» Material shown
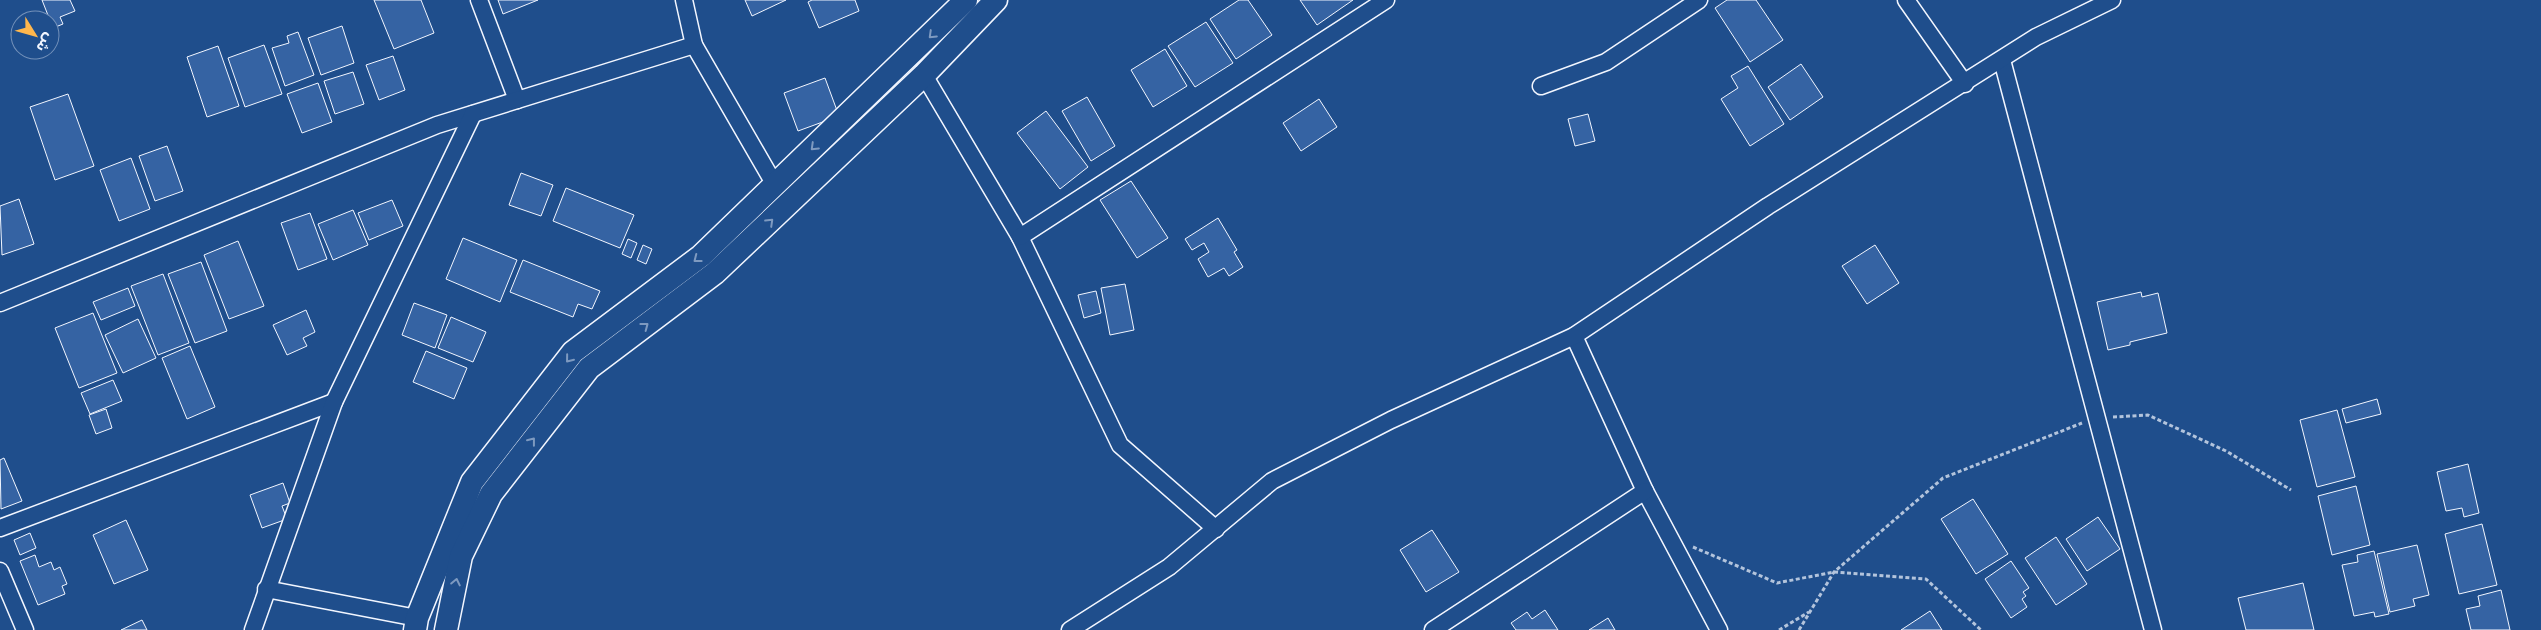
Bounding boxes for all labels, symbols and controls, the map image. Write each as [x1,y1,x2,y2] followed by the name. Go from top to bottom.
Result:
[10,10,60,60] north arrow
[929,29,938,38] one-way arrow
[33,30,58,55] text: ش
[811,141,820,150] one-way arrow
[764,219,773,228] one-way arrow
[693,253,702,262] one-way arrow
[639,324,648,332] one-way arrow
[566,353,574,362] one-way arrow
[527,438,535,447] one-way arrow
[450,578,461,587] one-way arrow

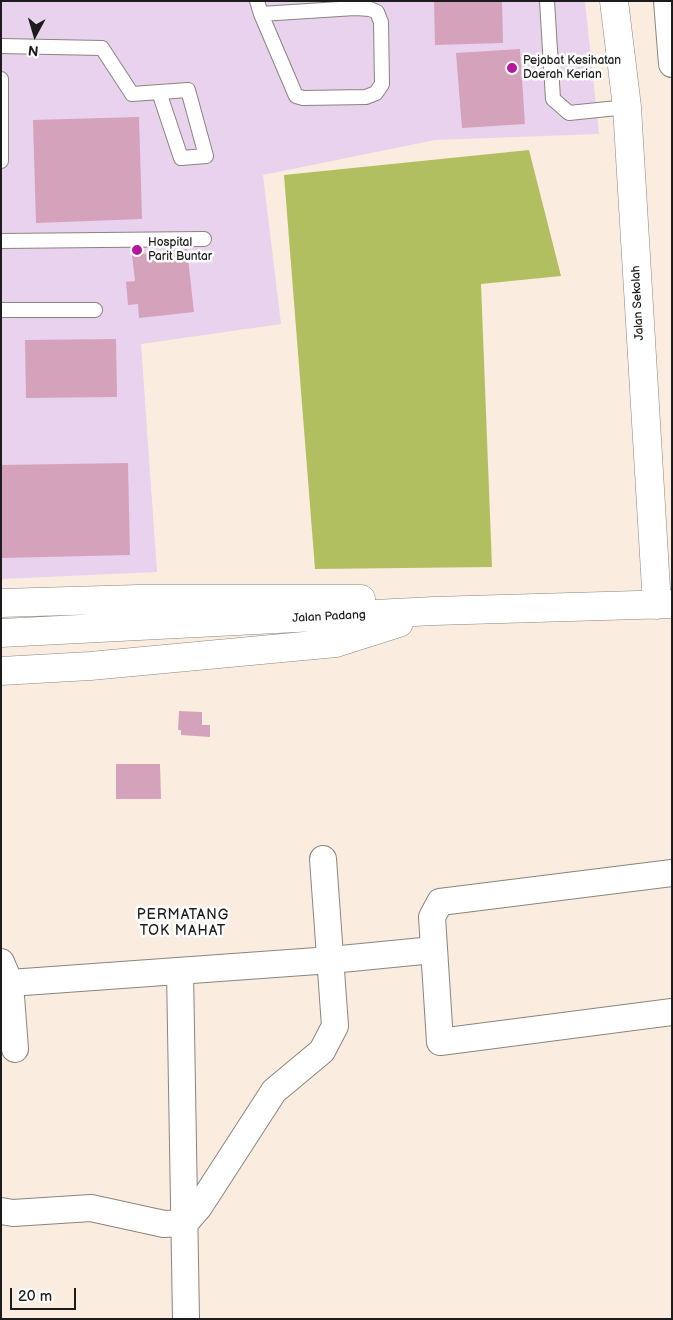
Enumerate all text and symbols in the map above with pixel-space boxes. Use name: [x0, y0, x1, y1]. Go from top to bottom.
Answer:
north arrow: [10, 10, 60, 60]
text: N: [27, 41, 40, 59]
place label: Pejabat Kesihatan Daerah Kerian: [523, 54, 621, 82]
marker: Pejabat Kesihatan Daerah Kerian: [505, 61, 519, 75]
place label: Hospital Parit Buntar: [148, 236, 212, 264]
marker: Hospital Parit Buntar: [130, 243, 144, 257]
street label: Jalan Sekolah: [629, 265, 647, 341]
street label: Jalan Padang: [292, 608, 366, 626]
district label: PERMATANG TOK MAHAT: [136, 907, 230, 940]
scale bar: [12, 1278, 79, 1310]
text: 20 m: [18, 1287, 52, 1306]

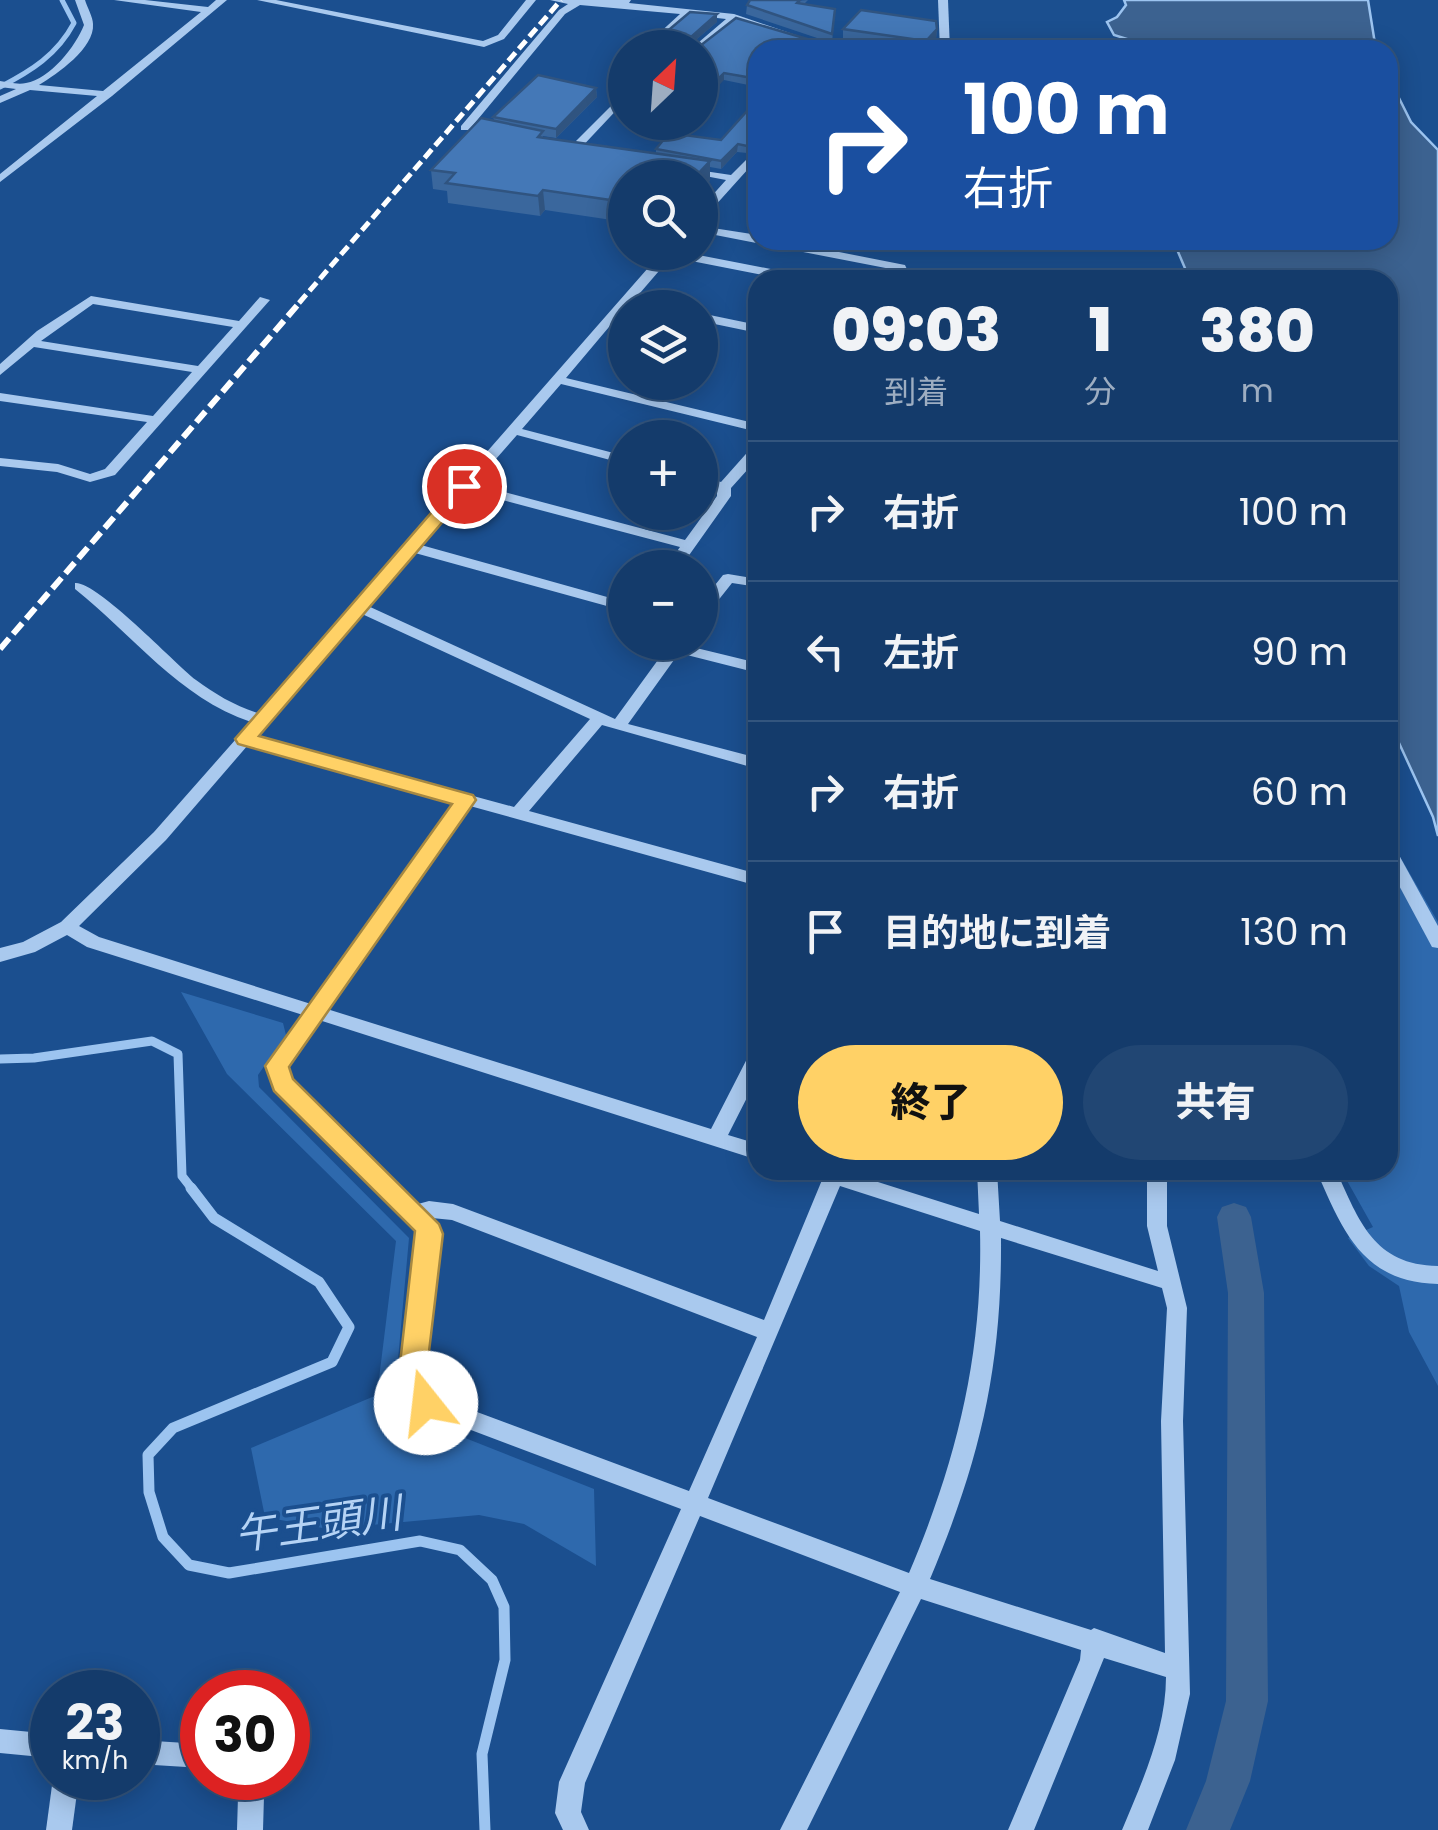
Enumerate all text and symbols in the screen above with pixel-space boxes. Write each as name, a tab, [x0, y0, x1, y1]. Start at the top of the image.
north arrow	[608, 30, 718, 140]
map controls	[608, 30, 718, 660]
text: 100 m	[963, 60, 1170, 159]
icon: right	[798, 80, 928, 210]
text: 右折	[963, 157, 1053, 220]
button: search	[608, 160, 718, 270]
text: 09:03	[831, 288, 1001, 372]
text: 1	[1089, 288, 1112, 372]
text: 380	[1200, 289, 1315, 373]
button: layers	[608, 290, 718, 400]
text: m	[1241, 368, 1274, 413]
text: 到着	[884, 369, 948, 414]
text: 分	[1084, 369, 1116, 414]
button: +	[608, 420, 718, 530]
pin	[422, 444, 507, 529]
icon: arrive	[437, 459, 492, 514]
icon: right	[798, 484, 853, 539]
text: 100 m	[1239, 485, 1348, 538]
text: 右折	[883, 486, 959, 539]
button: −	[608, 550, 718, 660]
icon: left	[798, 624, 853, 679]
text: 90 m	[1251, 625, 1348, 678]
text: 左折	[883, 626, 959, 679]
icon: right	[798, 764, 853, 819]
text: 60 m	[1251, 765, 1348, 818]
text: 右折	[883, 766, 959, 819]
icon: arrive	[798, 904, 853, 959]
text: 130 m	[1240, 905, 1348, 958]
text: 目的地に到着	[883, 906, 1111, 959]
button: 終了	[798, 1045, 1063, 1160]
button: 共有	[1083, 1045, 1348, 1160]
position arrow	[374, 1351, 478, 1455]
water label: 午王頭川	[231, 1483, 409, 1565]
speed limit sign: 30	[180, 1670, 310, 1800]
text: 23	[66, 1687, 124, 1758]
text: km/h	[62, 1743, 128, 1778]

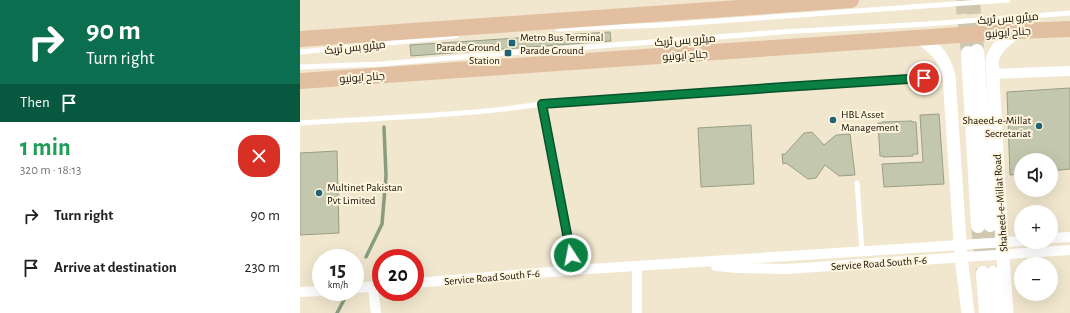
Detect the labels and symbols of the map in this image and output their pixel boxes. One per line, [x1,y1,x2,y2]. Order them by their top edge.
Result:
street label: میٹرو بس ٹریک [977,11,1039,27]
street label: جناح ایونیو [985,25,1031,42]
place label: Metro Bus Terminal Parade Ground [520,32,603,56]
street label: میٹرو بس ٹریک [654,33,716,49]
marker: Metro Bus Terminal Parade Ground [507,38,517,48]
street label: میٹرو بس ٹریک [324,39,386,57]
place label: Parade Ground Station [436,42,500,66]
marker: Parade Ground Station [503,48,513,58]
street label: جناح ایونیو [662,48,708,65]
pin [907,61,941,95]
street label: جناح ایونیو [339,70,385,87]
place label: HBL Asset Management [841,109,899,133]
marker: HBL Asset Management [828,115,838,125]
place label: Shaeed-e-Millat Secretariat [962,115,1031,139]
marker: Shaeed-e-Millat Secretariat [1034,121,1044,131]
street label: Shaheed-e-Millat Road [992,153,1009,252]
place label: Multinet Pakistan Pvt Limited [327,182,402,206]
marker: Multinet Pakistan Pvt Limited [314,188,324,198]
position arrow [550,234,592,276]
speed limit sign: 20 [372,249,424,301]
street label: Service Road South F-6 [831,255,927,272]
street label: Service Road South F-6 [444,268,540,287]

» How to complete this task
Each entry above must be restated word for word; the pictures stay out of the copy.

» Output for this task
Bounding boxes for all labels, symbols and controls, the map image. Write each as [x1,y1,x2,y2] followed by the name. Go from top to bottom.
Result:
[10,10,60,60] north arrow
[929,29,938,38] one-way arrow
[33,30,58,55] text: ش
[811,141,820,150] one-way arrow
[764,219,773,228] one-way arrow
[693,253,702,262] one-way arrow
[639,324,648,332] one-way arrow
[566,353,574,362] one-way arrow
[527,438,535,447] one-way arrow
[450,578,461,587] one-way arrow

Enumerate all text and symbols in the map above with pixel-space boxes. Use name: [x0, y0, x1, y1]. Go from top to bottom.
Answer:
north arrow: [10, 10, 60, 60]
text: N: [27, 41, 40, 59]
place label: Pejabat Kesihatan Daerah Kerian: [523, 54, 621, 82]
marker: Pejabat Kesihatan Daerah Kerian: [505, 61, 519, 75]
place label: Hospital Parit Buntar: [148, 236, 212, 264]
marker: Hospital Parit Buntar: [130, 243, 144, 257]
street label: Jalan Sekolah: [629, 265, 647, 341]
street label: Jalan Padang: [292, 608, 366, 626]
district label: PERMATANG TOK MAHAT: [136, 907, 230, 940]
scale bar: [12, 1278, 79, 1310]
text: 20 m: [18, 1287, 52, 1306]

Enumerate all text and symbols in the screen above with pixel-space boxes. Write each as name, a tab, [x0, y0, x1, y1]. Start at the top of the image.
north arrow	[608, 30, 718, 140]
map controls	[608, 30, 718, 660]
text: 100 m	[963, 60, 1170, 159]
icon: right	[798, 80, 928, 210]
text: 右折	[963, 157, 1053, 220]
button: search	[608, 160, 718, 270]
text: 09:03	[831, 288, 1001, 372]
text: 1	[1089, 288, 1112, 372]
text: 380	[1200, 289, 1315, 373]
button: layers	[608, 290, 718, 400]
text: m	[1241, 368, 1274, 413]
text: 到着	[884, 369, 948, 414]
text: 分	[1084, 369, 1116, 414]
button: +	[608, 420, 718, 530]
pin	[422, 444, 507, 529]
icon: arrive	[437, 459, 492, 514]
icon: right	[798, 484, 853, 539]
text: 100 m	[1239, 485, 1348, 538]
text: 右折	[883, 486, 959, 539]
button: −	[608, 550, 718, 660]
icon: left	[798, 624, 853, 679]
text: 90 m	[1251, 625, 1348, 678]
text: 左折	[883, 626, 959, 679]
icon: right	[798, 764, 853, 819]
text: 60 m	[1251, 765, 1348, 818]
text: 右折	[883, 766, 959, 819]
icon: arrive	[798, 904, 853, 959]
text: 130 m	[1240, 905, 1348, 958]
text: 目的地に到着	[883, 906, 1111, 959]
button: 終了	[798, 1045, 1063, 1160]
button: 共有	[1083, 1045, 1348, 1160]
position arrow	[374, 1351, 478, 1455]
water label: 午王頭川	[231, 1483, 409, 1565]
speed limit sign: 30	[180, 1670, 310, 1800]
text: 23	[66, 1687, 124, 1758]
text: km/h	[62, 1743, 128, 1778]

Detect the labels and symbols of the map in this image and output their pixel boxes. One per line, [x1,y1,x2,y2]. Order them by their top edge.
Result:
street label: میٹرو بس ٹریک [977,11,1039,27]
street label: جناح ایونیو [985,25,1031,42]
place label: Metro Bus Terminal Parade Ground [520,32,603,56]
street label: میٹرو بس ٹریک [654,33,716,49]
marker: Metro Bus Terminal Parade Ground [507,38,517,48]
street label: میٹرو بس ٹریک [324,39,386,57]
place label: Parade Ground Station [436,42,500,66]
marker: Parade Ground Station [503,48,513,58]
street label: جناح ایونیو [662,48,708,65]
pin [907,61,941,95]
street label: جناح ایونیو [339,70,385,87]
place label: HBL Asset Management [841,109,899,133]
marker: HBL Asset Management [828,115,838,125]
place label: Shaeed-e-Millat Secretariat [962,115,1031,139]
marker: Shaeed-e-Millat Secretariat [1034,121,1044,131]
street label: Shaheed-e-Millat Road [992,153,1009,252]
place label: Multinet Pakistan Pvt Limited [327,182,402,206]
marker: Multinet Pakistan Pvt Limited [314,188,324,198]
position arrow [550,234,592,276]
speed limit sign: 20 [372,249,424,301]
street label: Service Road South F-6 [831,255,927,272]
street label: Service Road South F-6 [444,268,540,287]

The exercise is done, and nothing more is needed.